Isolation
Drops of dew collected on his visors as drove through thick walls of fog. The pod-racer sputtering of the Harvey echoed through the silent, needle covered branches. There was no traffic. Only him, the bike, and the road, smooth from inactivity. People rarely drove, only automated cargo trucks crossed the heavy-duty, consumerist, highways.
He was almost home, a wooden hut with power lines spanning a canyon to reach it.
To him the world had a dull black and blue overtone. Greens and auburns from the fauna faded into a swirl of mush. As much as he hated traffic, there was a large part of him that ached for it. Just some confirmation that he wasn’t alone, that his invention hadn’t doomed the human populous to stay indoors for eternity.

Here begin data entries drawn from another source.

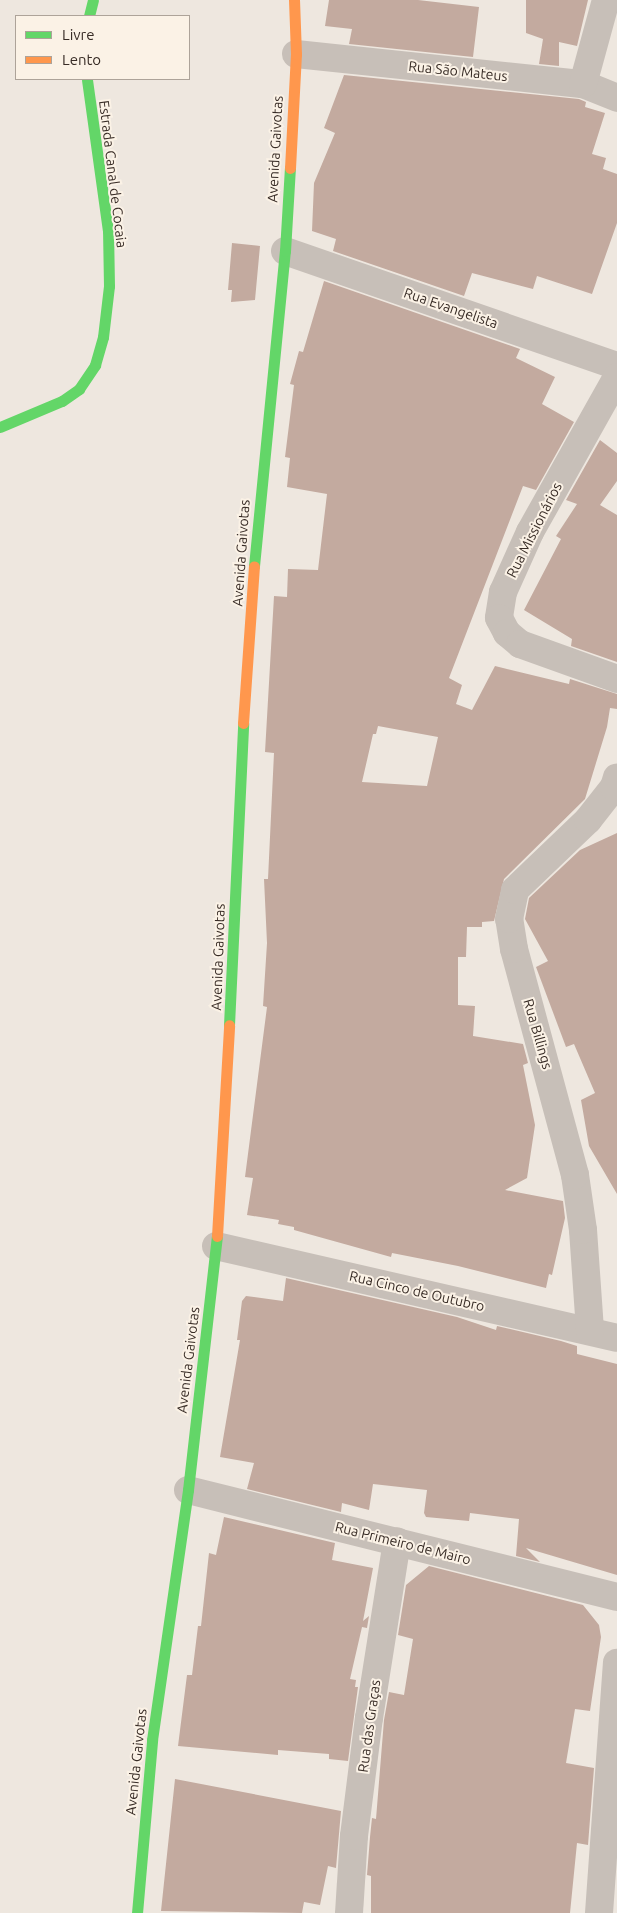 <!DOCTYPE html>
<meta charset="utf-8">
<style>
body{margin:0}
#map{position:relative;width:617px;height:1913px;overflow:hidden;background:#eee7df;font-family:Ubuntu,sans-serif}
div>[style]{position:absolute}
.building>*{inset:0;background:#c3aa9f}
.street>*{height:28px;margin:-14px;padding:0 14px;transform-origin:14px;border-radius:14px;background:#c7bfb8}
.fast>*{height:11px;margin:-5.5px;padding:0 5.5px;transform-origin:5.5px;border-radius:5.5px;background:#63d668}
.slow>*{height:11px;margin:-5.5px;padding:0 5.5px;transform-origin:5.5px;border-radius:5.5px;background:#ff974d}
span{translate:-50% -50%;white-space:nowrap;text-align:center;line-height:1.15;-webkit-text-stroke:4px #fbf2e6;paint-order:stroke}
.street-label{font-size:14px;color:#382c26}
.legend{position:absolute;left:15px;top:15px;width:175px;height:65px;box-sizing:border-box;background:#fbf2e6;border:1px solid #ada399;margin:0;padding:6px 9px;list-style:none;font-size:15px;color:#382c26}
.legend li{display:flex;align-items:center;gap:10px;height:25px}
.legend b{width:25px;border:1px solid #ada399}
</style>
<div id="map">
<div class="building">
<i style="clip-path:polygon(329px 0,418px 0,479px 7px,473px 57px,349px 44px,352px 29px,325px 26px)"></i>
<i style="clip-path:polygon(526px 0,588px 0,577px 46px,559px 42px,559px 66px,539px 64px,543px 39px,526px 33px)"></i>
<i style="clip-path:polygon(344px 75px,579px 99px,586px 102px,585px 107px,605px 113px,592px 154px,606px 158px,603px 169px,617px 174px,617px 223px,592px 294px,537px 276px,533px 289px,472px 273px,464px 296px,333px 251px,336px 239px,312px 231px,314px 183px,335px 133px,324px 128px)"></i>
<i style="clip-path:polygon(232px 243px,260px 246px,255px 300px,231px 302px,232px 290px,228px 290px)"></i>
<i style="clip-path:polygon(evenodd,324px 281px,520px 349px,516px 358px,555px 377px,542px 404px,574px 422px,536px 490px,523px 486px,449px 678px,462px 685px,456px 704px,472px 710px,495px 666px,569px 684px,570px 679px,617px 694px,617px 709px,610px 708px,607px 727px,585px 799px,504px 879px,494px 921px,482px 922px,482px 927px,467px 927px,466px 957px,458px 957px,458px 1005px,475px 1006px,473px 1036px,523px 1044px,528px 1063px,523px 1065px,535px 1125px,527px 1178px,505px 1190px,563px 1201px,565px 1218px,552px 1275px,549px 1274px,546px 1288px,458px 1266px,392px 1253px,391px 1257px,294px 1230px,294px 1227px,278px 1224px,279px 1220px,247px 1215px,253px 1178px,245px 1177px,267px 1007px,263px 1006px,267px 943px,264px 879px,268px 879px,274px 753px,265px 752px,274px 596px,287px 597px,288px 569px,318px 570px,327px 494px,287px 487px,290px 458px,285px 457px,294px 385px,290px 384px,299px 351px,303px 352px,324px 281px,378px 726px,438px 737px,427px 786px,362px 782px,373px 734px,376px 734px,378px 726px)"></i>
<i style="clip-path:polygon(600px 440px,617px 453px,617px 481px,600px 505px,617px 515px,617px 662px,571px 646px,572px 639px,524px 610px,561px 539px,556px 536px,577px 504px,566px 500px)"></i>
<i style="clip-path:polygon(617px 833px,617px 1194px,589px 1146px,581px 1100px,595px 1093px,574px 1044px,566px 1047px,536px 967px,548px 961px,525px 919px,529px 898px,580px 850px)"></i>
<i style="clip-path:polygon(286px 1278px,457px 1317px,496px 1330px,497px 1326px,561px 1341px,577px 1346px,577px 1354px,617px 1364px,617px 1575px,526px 1548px,540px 1562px,516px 1556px,519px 1519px,470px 1513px,469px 1521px,426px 1517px,424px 1513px,427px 1490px,373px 1484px,369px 1510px,342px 1503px,341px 1512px,247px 1489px,254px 1463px,220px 1457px,240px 1340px,237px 1340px,242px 1301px,246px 1296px,283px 1301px)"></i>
<i style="clip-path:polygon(224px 1517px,335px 1543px,332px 1560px,373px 1568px,363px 1621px,369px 1616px,367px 1628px,362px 1627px,350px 1679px,356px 1680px,355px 1687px,358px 1687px,348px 1761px,329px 1759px,329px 1754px,278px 1750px,278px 1755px,178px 1746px,187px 1675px,192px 1675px,198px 1626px,201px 1626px,209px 1553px,216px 1555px)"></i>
<i style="clip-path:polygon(429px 1566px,583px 1605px,599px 1625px,601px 1637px,590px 1711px,575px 1709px,566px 1763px,594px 1768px,588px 1845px,577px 1843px,570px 1913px,371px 1913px,371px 1876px,367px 1875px,370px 1837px,372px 1818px,376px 1819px,384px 1720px,389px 1692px,404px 1695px,413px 1639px,398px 1635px,406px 1585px)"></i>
<i style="clip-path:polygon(175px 1779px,341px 1811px,336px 1868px,328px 1866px,320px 1905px,304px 1902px,302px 1913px,161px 1911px)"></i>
</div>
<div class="street">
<i style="left:296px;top:54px;width:289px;rotate:6deg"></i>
<i style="left:583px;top:84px;width:37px;rotate:22deg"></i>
<i style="left:583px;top:84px;width:87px;rotate:-74.7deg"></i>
<i style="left:285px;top:251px;width:351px;rotate:19.1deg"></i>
<i style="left:617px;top:377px;width:178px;rotate:119.3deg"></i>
<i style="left:530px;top:532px;width:66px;rotate:114.2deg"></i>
<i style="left:503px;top:592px;width:26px;rotate:99deg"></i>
<i style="left:499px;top:618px;width:17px;rotate:62deg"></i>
<i style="left:507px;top:633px;width:17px;rotate:40deg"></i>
<i style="left:520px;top:644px;width:103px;rotate:19.8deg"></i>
<i style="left:216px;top:1246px;width:411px;rotate:12.9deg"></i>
<i style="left:590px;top:1330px;width:100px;rotate:-94deg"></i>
<i style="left:583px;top:1230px;width:56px;rotate:-98.3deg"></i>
<i style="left:575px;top:1175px;width:234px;rotate:-105.1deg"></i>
<i style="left:514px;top:949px;width:30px;rotate:-99deg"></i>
<i style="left:509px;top:919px;width:30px;rotate:-78deg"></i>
<i style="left:515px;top:890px;width:101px;rotate:-43.8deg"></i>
<i style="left:588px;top:820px;width:42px;rotate:-51.8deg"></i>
<i style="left:614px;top:787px;width:10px;rotate:-73deg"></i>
<i style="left:188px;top:1490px;width:442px;rotate:14deg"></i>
<i style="left:349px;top:1913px;width:77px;rotate:-86.3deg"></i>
<i style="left:354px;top:1836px;width:119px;rotate:-82.8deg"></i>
<i style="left:369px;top:1718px;width:179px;rotate:-81deg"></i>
<i style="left:599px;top:1913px;width:251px;rotate:-85.9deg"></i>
</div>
<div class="fast">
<i style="left:89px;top:16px;width:16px;rotate:-76deg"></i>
<i style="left:0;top:427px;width:67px;rotate:-22.8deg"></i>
<i style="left:62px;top:401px;width:21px;rotate:-35deg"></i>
<i style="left:79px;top:389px;width:29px;rotate:-56deg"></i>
<i style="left:95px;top:365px;width:29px;rotate:-74deg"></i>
<i style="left:103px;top:337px;width:51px;rotate:-83.3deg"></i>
<i style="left:109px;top:286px;width:55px;rotate:-91deg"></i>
<i style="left:108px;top:231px;width:153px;rotate:-97.9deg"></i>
<i style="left:254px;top:566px;width:317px;rotate:-84.4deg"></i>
<i style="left:285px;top:251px;width:83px;rotate:-86.6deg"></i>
<i style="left:229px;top:1025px;width:302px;rotate:-87.3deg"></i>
<i style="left:137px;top:1913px;width:174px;rotate:-85deg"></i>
<i style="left:152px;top:1740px;width:253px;rotate:-81.8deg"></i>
<i style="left:188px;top:1490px;width:256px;rotate:-83.5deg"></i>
</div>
<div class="slow">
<i style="left:290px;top:168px;width:114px;rotate:-87deg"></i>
<i style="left:296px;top:54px;width:54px;rotate:-92.1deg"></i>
<i style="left:243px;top:723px;width:157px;rotate:-86deg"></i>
<i style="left:217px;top:1236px;width:211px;rotate:-86.7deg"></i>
</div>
<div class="street-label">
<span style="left:458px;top:71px;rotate:6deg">Rua São Mateus</span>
<span style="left:275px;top:149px;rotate:-87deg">Avenida Gaivotas</span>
<span style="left:113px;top:174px;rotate:83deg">Estrada Canal de Cocaia</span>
<span style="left:451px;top:308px;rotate:19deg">Rua Evangelista</span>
<span style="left:534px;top:530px;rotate:-63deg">Rua Missionários</span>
<span style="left:241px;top:553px;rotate:-86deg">Avenida Gaivotas</span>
<span style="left:218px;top:957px;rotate:-88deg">Avenida Gaivotas</span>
<span style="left:538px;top:1034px;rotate:74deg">Rua Billings</span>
<span style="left:417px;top:1291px;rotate:13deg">Rua Cinco de Outubro</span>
<span style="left:188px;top:1360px;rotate:-83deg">Avenida Gaivotas</span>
<span style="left:403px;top:1543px;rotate:14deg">Rua Primeiro de Mairo</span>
<span style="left:369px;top:1726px;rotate:-82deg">Rua das Graças</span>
<span style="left:136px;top:1762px;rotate:-84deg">Avenida Gaivotas</span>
</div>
<ul class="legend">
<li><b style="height:6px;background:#63d668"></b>Livre</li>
<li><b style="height:6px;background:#ff974d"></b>Lento</li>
</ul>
</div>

Traveling up several switchbacks to reach his house, the dirt path sprayed rocks onto his jeans. Dusty with wear, he made it up the small hill to his personal plane of oblivion, his home.
The door was a shaggy, splintered wood. His motorcycle lived in a shingled hut beside the house. The dirt road crept up to a patio leading into the house, a yellow hammock and brown rocking chairs strewn across it.
Three men ducked into bushes as he walked to the door. He noticed them, but did not pay them any attention. They were harmless really.
He wished he had the greed to engage in the abundant thievery in this inactive world. Everyone was home. But only physically. So the thieves, in their genius, could simply stroll in and out, stealing technologies and food ripe for their bellies. The already minuscule resources for law enforcement were dwindling. The government chose to fund the non-physical enforcement of laws. Trading in blue suits and badges for programs and virtual robots.